Though the family has rare permission to visit Ofer prison inside ‘48 territory, Dr. Yousef has advised against it. The journey has been made degrading and lengthy, sometimes waiting for hours in uncomfortable conditions as a further means of adding to the suffering of the Palestinian people. “It will only make it harder for us emotionally,” Shayma explained.

Articles 42 and 78 of the Fourth Geneva Convention permits administrative detention only “if the security of the Detaining Power makes it absolutely necessary “or for “imperative reasons of security”. These terms are widely accepted as applicable to the occupied territories of Palestine. The convention articulates that all civilians, weather in occupies territories or not, are fundamentally “entitled, in all circumstances, to respect from their persons, their honor, their family rights, their religious convictions and practices and their manners and customs”. These terms can only cease after the effective end of occupation. Israel ratified the Fourth Geneva Convention in 1951 and is bound by its terms.
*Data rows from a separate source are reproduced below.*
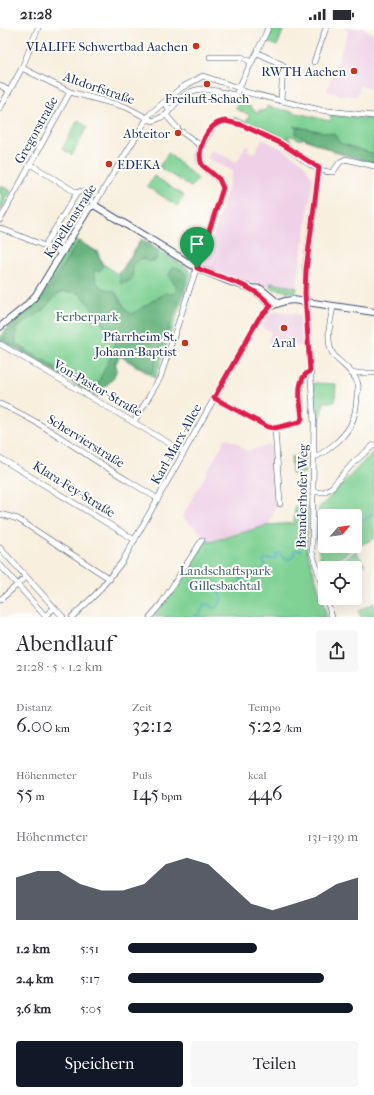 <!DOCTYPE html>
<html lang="de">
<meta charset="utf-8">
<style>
:root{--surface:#fff;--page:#f7f7f7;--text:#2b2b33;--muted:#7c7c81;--accent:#111827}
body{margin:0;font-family:"IM FELL French Canon",serif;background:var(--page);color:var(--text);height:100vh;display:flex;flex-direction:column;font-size:15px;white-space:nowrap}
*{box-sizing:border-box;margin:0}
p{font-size:13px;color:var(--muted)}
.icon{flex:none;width:22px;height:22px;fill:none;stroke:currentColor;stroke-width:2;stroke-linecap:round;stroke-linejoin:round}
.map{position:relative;height:589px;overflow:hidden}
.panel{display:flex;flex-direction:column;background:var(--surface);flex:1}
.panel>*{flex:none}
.needle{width:26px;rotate:62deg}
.buttons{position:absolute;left:318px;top:481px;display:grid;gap:8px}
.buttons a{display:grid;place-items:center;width:44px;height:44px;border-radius:4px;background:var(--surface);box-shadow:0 4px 16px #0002;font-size:20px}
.pin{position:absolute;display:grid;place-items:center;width:34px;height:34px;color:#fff;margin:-41px -17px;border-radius:50% 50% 50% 0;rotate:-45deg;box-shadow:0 0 4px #0007}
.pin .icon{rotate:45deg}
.round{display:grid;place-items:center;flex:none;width:42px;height:42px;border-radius:4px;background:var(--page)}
.headline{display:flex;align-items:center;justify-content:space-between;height:68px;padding:0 16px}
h1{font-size:22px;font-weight:600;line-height:30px}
.stats{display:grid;grid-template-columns:repeat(3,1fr);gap:6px;height:68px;padding:4px 16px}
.stats div{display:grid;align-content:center}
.stats b{font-size:20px;font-weight:600}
.stats small{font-size:11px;font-weight:400}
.stats p{font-size:11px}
.chart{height:112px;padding:8px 16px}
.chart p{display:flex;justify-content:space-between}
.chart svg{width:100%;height:72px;margin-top:4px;fill:var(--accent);opacity:.7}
.primary-button{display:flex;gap:8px;margin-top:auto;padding:8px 16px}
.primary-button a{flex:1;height:46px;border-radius:4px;background:var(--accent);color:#fff;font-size:16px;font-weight:600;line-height:46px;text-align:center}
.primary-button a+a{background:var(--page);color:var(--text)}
ul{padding:0 16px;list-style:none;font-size:13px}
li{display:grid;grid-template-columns:64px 48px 1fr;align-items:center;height:30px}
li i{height:10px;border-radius:5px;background:var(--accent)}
.status{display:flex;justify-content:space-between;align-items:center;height:28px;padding:0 20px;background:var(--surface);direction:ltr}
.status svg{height:11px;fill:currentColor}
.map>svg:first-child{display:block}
</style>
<div class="status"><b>21:28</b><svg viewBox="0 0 49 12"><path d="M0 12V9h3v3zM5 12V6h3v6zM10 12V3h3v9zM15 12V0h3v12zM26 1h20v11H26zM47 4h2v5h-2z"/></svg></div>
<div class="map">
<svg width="374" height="589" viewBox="0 0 374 589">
<rect width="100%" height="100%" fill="#fdfcf7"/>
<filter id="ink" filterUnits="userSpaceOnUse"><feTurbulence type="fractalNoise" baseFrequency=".025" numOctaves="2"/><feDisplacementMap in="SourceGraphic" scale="8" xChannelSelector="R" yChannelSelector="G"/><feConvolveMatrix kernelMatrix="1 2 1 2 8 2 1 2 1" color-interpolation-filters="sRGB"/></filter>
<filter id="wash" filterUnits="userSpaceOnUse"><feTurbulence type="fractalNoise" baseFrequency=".012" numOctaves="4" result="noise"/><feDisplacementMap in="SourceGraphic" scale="16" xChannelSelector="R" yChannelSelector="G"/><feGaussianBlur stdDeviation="0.9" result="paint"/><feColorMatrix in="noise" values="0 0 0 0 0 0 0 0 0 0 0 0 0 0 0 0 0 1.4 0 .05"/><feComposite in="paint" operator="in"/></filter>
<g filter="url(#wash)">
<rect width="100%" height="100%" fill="#f8efde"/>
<g fill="#eed0e7">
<path d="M343,0H363L374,6V62L361,57L357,68L337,67L327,62L349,3Z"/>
<path d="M262,111L284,122L302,134L313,150L296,265L242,253L210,241L204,237L233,143L207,130L211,122L237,134L246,117L249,119L247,122L255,125Z"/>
<path d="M277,284L296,286L300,289L303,296L305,318L268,314L271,304L261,299L269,287Z"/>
<path d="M226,410L237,415L246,423L271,417L276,477L269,497L209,514L204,511L202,505L182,489Z"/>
</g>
<g fill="#80d294" stroke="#4e8079" fill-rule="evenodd">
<path d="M273,0L283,3L277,18L267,14Z"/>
<path d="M238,73L246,75L258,86L259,82L265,83L267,78L330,93L331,91L330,87L374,91V135L335,124L303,110L301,112L292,108H287L298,124C281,109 255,96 232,92L233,89L246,94L250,87L236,81Z"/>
<path d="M78,92L87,99L72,127L62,121Z"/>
<path d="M168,125L198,151L191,159L159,139Z"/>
<path d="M154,148L184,168L177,178L147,158Z"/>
<path d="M0,157L11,163L0,183V174L3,168L0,166Z"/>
<path d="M75,211L98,224L102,235L117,246L122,242L141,211L187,240L191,246L155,350L120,328L97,369L0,312V308L36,272Z"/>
<path d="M271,255L297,260L296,265L270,260Z"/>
<path d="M314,355L336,356L335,374H324L318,397H315Z"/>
<path d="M374,423V511L353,520L323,543L316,508L319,480ZM325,488H355V518H325Z"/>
<path d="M304,428L305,445L292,447L291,429Z"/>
<path d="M295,478L308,479L307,522L327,589H154L166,573L204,511L210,514L269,497L294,495Z"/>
<path d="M356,523L365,537L355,542V540H332Z"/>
<path d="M374,575V589H361L358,583Z"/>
</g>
<g fill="#68b47e" stroke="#42726e">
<path d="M293,98L334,106L340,115L374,126V135L335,124L295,106L297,102Z"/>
<path d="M79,213L96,224L103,239L100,243L94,242L97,255L100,259L115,264L127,283L132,286L165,265L174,266L177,260L169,247L173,239C180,240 185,242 187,250L152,346L119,326L115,334L117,341L113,351L96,367L93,365L112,326L116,309L102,295L82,267L77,264H63L57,266L41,284L16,300V316L84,355L94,356L91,364L2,311L6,303L39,274Z"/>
<path d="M141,213L158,224L156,232L149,234L143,230C133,234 132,239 133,249L129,253L121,256L119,245L123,242Z"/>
</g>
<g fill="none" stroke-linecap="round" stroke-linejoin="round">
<g stroke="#4eaccc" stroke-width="1.5">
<path d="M355,498L374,485"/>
<path d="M194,589L201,584L204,577L208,576L212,580L217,579L222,570L219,565L221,559H229L236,564L240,561L241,549L260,546V542L266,540L263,533L266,531H276V526L279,525L284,531H290L295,526L293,524L295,522H301"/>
</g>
</g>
</g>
<g filter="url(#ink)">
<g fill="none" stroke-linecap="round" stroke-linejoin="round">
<g stroke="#3c4c71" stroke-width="6">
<g id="minor">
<path d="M258,25L283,37L281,73"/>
<path d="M210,29H242L251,34"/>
<path d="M314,34L326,0"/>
<path d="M22,40L70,64L126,79L153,93L166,87"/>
<path d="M0,57L9,63"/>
<path d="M165,75L170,82L166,87L178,101"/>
<path d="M0,80L22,40L38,0"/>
<path d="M170,82C192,53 205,61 236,67C245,44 259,23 268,0"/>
<path d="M182,104L201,118"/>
<path d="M30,136L77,165"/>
<path d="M319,140L305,242V265L314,395L312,524L325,567"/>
<path d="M77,165L81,163L90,169L94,177"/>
<path d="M94,177L150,86L181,60L203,48L239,60L245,64L320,82L374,88"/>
<path d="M0,192L70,64"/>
<path d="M0,200L62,225"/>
<path d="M45,217L77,165"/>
<path d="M0,316L184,424"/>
<path d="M351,345H374"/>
<path d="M214,370L268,399L275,400L300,394L302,390L300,362L302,350L310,343"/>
<path d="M0,376C38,392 71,417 106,439C123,450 141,460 158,471"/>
<path d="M134,394L160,350L223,160C220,146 200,143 199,129C199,121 203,114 208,107C211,102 214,96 220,94C234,90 271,109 283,117C297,126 315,145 333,144L340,134L346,131L374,138"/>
<path d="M275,400L280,476"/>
<path d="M314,429C321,427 326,423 332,418C350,404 356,391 357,368C357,365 359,359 358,356C355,345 343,337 336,330C324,318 330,294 333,279"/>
<path d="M0,430L135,512"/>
<path d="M313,464H324L332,459L354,434L374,417"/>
<path d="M0,486L18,491L110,551"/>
<path d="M0,520L63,589"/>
<path d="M0,537L46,589"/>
<path d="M326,570L332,589"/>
<path d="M0,572L26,549"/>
<path d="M45,588L54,580"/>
<path d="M72,589L97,565L122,534L259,291L271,278"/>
<path d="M150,589L161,576L202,512"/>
</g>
</g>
<g stroke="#3c4c71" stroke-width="8">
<g id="major">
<path d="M250,260L262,268L271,278L285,273L293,272L374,284"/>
<path d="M0,299L26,278L36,267L89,180L94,177L197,240L231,254L250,260L261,261L278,275"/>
</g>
</g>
<use href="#minor" stroke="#fff" stroke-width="5"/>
<use href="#major" stroke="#fff" stroke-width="6"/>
</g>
</g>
<g fill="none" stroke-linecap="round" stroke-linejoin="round" filter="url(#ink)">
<g stroke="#fff" stroke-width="8">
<path id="route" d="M225,93L242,97L282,116L319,140L306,242L305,265L310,343C294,352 301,375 302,390L300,394L275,400L268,399L214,370L259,290L271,278C255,256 221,251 197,240L223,160L219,151L202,137C196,122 207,95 225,93Z"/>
</g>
<use href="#route" stroke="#e11d48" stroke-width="5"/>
</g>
<g fill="#c8321e" stroke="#fdfcf7" stroke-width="1.5">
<circle cx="196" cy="18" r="4"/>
<circle cx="354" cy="43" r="4"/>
<circle cx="207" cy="56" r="4"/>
<circle cx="178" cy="105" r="4"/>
<circle cx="109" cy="136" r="4"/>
<circle cx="284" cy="300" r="4"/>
<circle cx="185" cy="315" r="4"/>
</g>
<g text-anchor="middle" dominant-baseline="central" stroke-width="4" stroke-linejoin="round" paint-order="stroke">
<g font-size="13" fill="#1b2f5e" stroke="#fdfcf7" text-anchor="end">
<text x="188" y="18">VIALIFE Schwertbad Aachen</text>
<text x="346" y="43">RWTH Aachen</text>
<text x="207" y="70" text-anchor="middle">Freiluft-Schach</text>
<text x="170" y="105">Abteitor</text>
<text x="117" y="136" text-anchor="start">EDEKA</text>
<text x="177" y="308">Pfarrheim St.<tspan x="177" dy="15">Johann-Baptist</tspan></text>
<text x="284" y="314" text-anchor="middle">Aral</text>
</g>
<g font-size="13" fill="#1b2f5e" stroke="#fdfcf7">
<text transform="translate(99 60) rotate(19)">Altdorfstraße</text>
<text transform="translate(36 102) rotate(-61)">Gregorstraße</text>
<text transform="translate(70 193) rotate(-57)">Kapellenstraße</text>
<text transform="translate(98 360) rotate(30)">Von-Pastor-Straße</text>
<text transform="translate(86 413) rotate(32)">Schervierstraße</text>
<text transform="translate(176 416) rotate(-61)">Karl-Marx-Allee</text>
<text transform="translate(74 461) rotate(32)">Klara-Fey-Straße</text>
<text transform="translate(302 468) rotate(-89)">Branderhofer Weg</text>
</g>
<g font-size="13" fill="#39606e" stroke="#fdfcf7">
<text x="87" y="288">Ferberpark</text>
<text x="225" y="542">Landschaftspark<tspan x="225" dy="15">Gillesbachtal</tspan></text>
</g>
</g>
</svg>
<div class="buttons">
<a><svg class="needle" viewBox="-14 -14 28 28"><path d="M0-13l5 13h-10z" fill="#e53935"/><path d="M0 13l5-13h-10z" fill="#7c7c81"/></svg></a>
<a><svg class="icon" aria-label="locate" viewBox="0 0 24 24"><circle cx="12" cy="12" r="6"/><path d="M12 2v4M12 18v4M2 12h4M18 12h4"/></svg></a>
</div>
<div class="pin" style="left:197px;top:240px;background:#1e9e55"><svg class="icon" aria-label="arrive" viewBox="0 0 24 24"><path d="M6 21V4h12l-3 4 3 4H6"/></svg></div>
</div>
<section class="panel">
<div class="headline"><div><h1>Abendlauf</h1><p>21:28 · 5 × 1.2 km</p></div><a class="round"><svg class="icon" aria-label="share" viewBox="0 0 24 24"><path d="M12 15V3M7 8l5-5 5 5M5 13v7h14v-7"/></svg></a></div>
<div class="stats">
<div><p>Distanz</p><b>6.00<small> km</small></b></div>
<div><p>Zeit</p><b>32:12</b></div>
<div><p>Tempo</p><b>5:22<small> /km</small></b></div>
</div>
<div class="stats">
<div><p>Höhenmeter</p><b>55<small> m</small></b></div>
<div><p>Puls</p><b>145<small> bpm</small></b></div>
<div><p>kcal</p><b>446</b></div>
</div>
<div class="chart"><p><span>Höhenmeter</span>131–139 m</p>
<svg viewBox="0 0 160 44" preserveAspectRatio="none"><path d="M0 44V18L10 14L20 14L30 22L40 26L50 26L60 22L70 10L80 6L90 10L100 22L110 34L120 38L130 34L140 30L150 22L160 18V44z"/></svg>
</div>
<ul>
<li><b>1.2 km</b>5:51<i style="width:56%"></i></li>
<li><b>2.4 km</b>5:17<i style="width:85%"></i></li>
<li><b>3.6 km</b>5:05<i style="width:98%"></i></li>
</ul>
<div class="primary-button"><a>Speichern</a><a>Teilen</a></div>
</section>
That Dr. Yousef’s detention denies a class of young, educated Palestinian’s of human rights lecturer is of no coincidence.  Israel’s use of administrative detention to silence political figureheads is a concern raised by human rights movement Amnesty International, who explained that prisoners of conscious were being held “solely for non-violent exercise of their right to freedom of expression and association.”

“Our souls are not broken, we are hanging on”, says Shayma. As the struggle for her father’s freedom continues, she recalls her father’s advice, calling for unity and intellectual freedom.

Sylvia is a volunteer with International Solidarity Movement (name has been changed).